Communicating Software Estimates
Image by Ryan McGuire, Gratisopgraphy

Communicating Software Estimates

Communication is hard. It's also extremely important. We're lucky that in the field of software development miscommunication tends to lead to project delays instead of loss of life.1 Estimates are also hard. It's challenging to produce accurate estimates in the first place, but even after a good estimate has been produced, comes the challenging work of communicating the estimates to interested parties.

There are two very common miscommunications that occur about an estimate:

  1. Confusion over the precision of an estimate
  2. Confusion between an estimate and a commitment

Precision and Distributions

Software estimates are usually presented as a single value --- the expected duration of the project, i.e. "This project should take about 8 weeks". Unfortunately, estimates are more complicated than this. We usually represent an estimate as a probability distribution.2 Given our expected duration of 8 weeks, there are many possible probability distributions.

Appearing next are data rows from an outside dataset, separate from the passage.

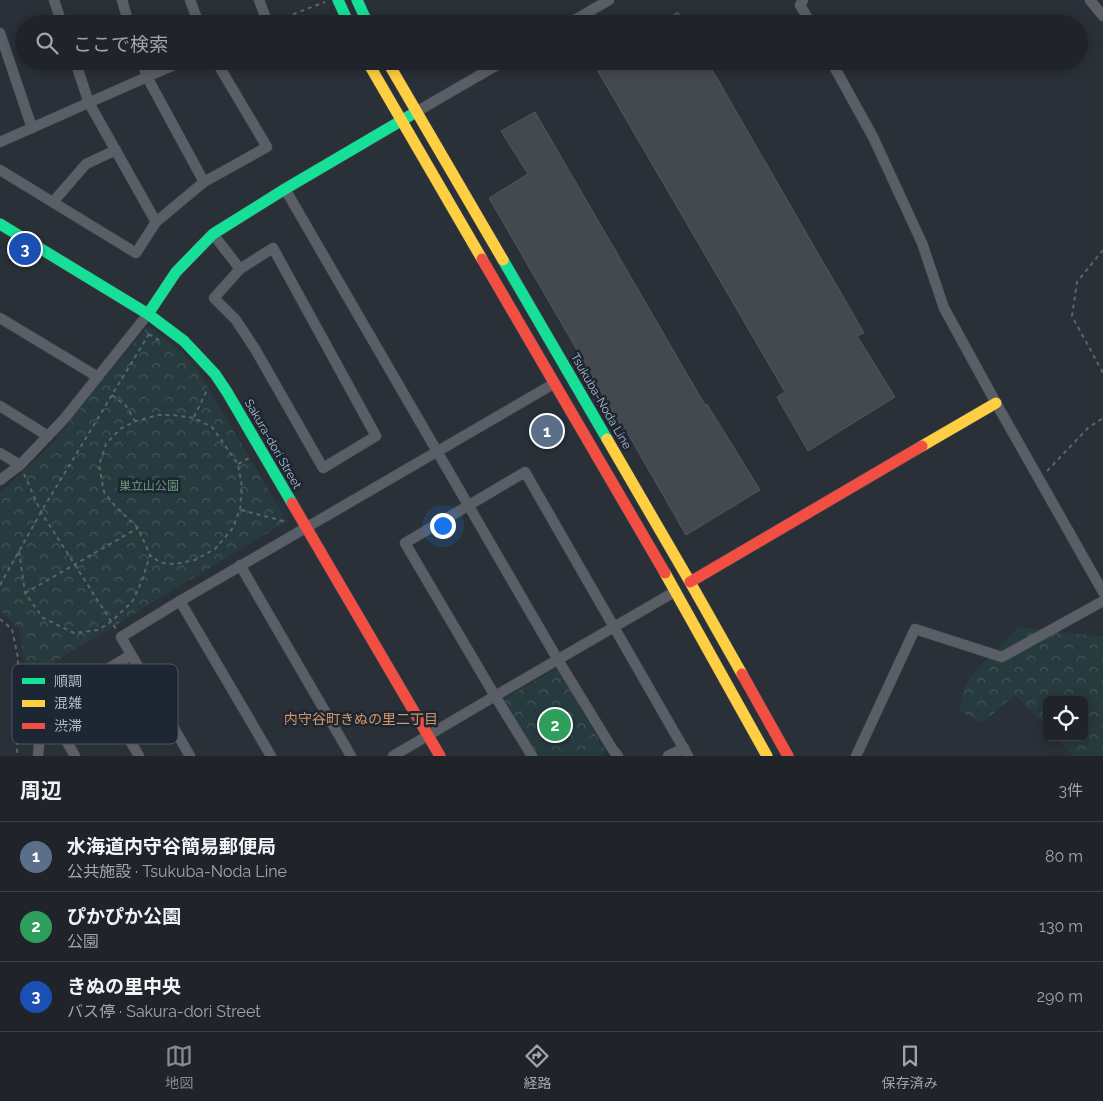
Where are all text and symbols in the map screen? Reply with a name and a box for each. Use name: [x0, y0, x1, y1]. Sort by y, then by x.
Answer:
search box: [15, 15, 1088, 70]
icon: search: [33, 29, 61, 57]
text: ここで検索: [73, 33, 168, 55]
pin: 3: [9, 230, 41, 268]
street label: Tsukuba-Noda Line: [568, 351, 634, 451]
street label: Sakura-dori Street: [242, 397, 304, 491]
pin: 1: [531, 412, 563, 450]
park label: 巣立山公園: [119, 479, 179, 493]
your location: [430, 513, 456, 539]
legend: [12, 664, 178, 744]
text: 順調: [54, 673, 82, 689]
text: 混雑: [54, 695, 82, 711]
map controls: [1043, 696, 1088, 741]
button: locate: [1043, 696, 1088, 741]
pin: 2: [539, 706, 571, 744]
district label: 内守谷町きぬの里二丁目: [284, 711, 438, 727]
text: 渋滞: [54, 718, 82, 734]
text: 周辺: [20, 778, 62, 803]
text: 3件: [1058, 781, 1083, 800]
text: 水海道内守谷簡易郵便局: [67, 835, 276, 857]
text: 1: [32, 847, 40, 866]
text: 80 m: [1045, 847, 1083, 866]
text: 公共施設 · Tsukuba-Noda Line: [67, 862, 287, 881]
text: ぴかぴか公園: [67, 905, 181, 927]
text: 2: [31, 917, 41, 936]
text: 130 m: [1039, 917, 1083, 936]
text: 公園: [67, 932, 99, 951]
text: きぬの里中央: [67, 975, 181, 997]
text: 3: [32, 987, 40, 1006]
text: 290 m: [1037, 987, 1083, 1006]
text: バス停 · Sakura-dori Street: [67, 1002, 261, 1021]
tab: 地図: [165, 1042, 193, 1092]
tab: 経路: [523, 1042, 551, 1092]
tab: 保存済み: [882, 1042, 938, 1092]

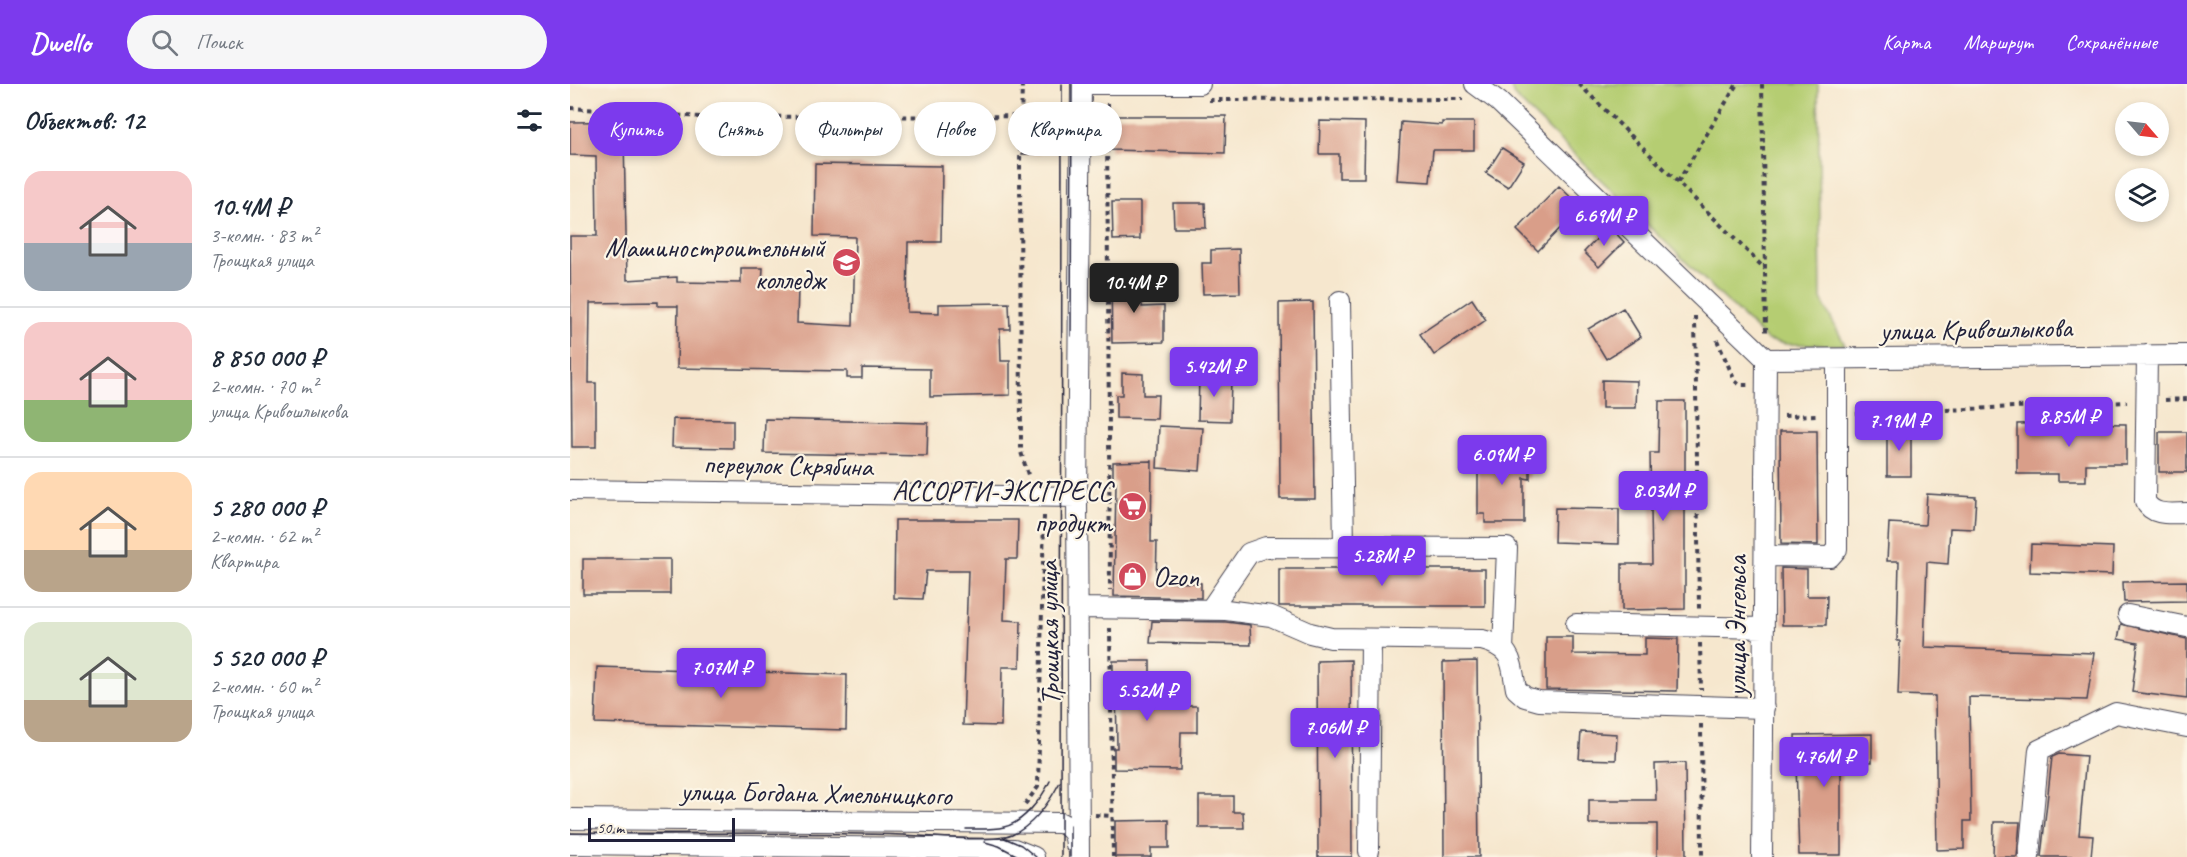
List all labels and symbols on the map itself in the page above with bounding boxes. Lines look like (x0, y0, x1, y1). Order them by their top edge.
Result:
north arrow (2115, 102, 2169, 156)
pin: 6.69M ₽ (1549, 196, 1659, 247)
place label: Машиностроительный колледж (605, 230, 828, 297)
school or university icon: Машиностроительный колледж (830, 247, 862, 279)
pin: 10.4M ₽ (1079, 263, 1189, 314)
street label: улица Кривошлыкова (1878, 310, 2074, 348)
pin: 5.42M ₽ (1159, 347, 1269, 398)
pin: 8.85M ₽ (2014, 397, 2124, 448)
pin: 7.19M ₽ (1844, 401, 1954, 452)
pin: 6.09M ₽ (1447, 435, 1557, 486)
street label: переулок Скрябина (703, 446, 875, 484)
pin: 8.03M ₽ (1608, 471, 1718, 522)
place label: АССОРТИ-ЭКСПРЕСС продукт (892, 473, 1115, 540)
supermarket icon: АССОРТИ-ЭКСПРЕСС продукт (1117, 490, 1149, 522)
pin: 5.28M ₽ (1327, 536, 1437, 587)
street label: улица Энгельса (1719, 554, 1754, 698)
street label: Троицкая улица (1030, 559, 1068, 706)
place label: Ozon (1153, 559, 1199, 594)
shop icon: Ozon (1116, 560, 1148, 592)
pin: 7.07M ₽ (666, 648, 776, 699)
pin: 5.52M ₽ (1092, 671, 1202, 722)
pin: 7.06M ₽ (1280, 708, 1390, 759)
pin: 4.76M ₽ (1769, 737, 1879, 788)
street label: улица Богдана Хмельницкого (678, 773, 954, 813)
scale bar (588, 815, 735, 842)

Different audiences can have wildly different assumptions about the underlying probability distribution when only presented with the 8 week estimate. Management and clients will often imagine something similar to the purple curve: a very narrow-band of uncertainty centered neatly around the average. Engineers might imagine something like the red curve: a small chance of the project coming in early, and a very long tail of reasonably low-probability that the project runs significantly delayed.

When communicating an estimate we need to convey a sense of the underlying probability distribution. Is it wide or narrow? Does it neatly end or does it have a long tail? Is it symmetric or right-skewed?

If you're communicating with a more technical audience, or the person reading the estimate needs to have a detailed understanding of the estimate, you have the luxury of going into significant detail to convey the shape of the probability distribution. More typically we have a very small amount of space and time to communicate this information with non-technical users.

Below are some of our techniques for trying to concisely communicate this information. We try to compare the probability distribution someone would imagine based on the estimate with the probability distribution we're thinking of for the estimate itself.

Mention the Worst Case

Here we simply add the worst-case scenario to our estimates, to help skew someone's perception to the possibility of a longer duration.

Confidence Interval

This is similar to the way a political poll might be reported. You specify the range over which you have 90% --- or another specific value --- confidence that the project will complete within this range. This tends to flatten people's expectation over the entire range.

Use Only the Upper Bound

This tends to be most appropriate if there's a chance of confusion between an estaimte and a commitment (see below). This tends to skew people's perception to be significantly longer.

Give Up

This tends to be used by projects with no requirements, rapidly changing requirements, when the deadline has already been missed several times, or when you're really tired of thinking.3

Is it an Estimate or a Commitment

Estimates and commitments are two different things. An estimate should be an unbiased guess at reality; a commitment is a promise to another party about the timeline for a deliverable. A commitment should be reduced to a single-value. You don’t make a promise that there’s a 50% chance you’ll do your work by Tuesday. You make a promise that you will do your work by Tuesday.

Since a commitment is a promise we like to be very explicit with them.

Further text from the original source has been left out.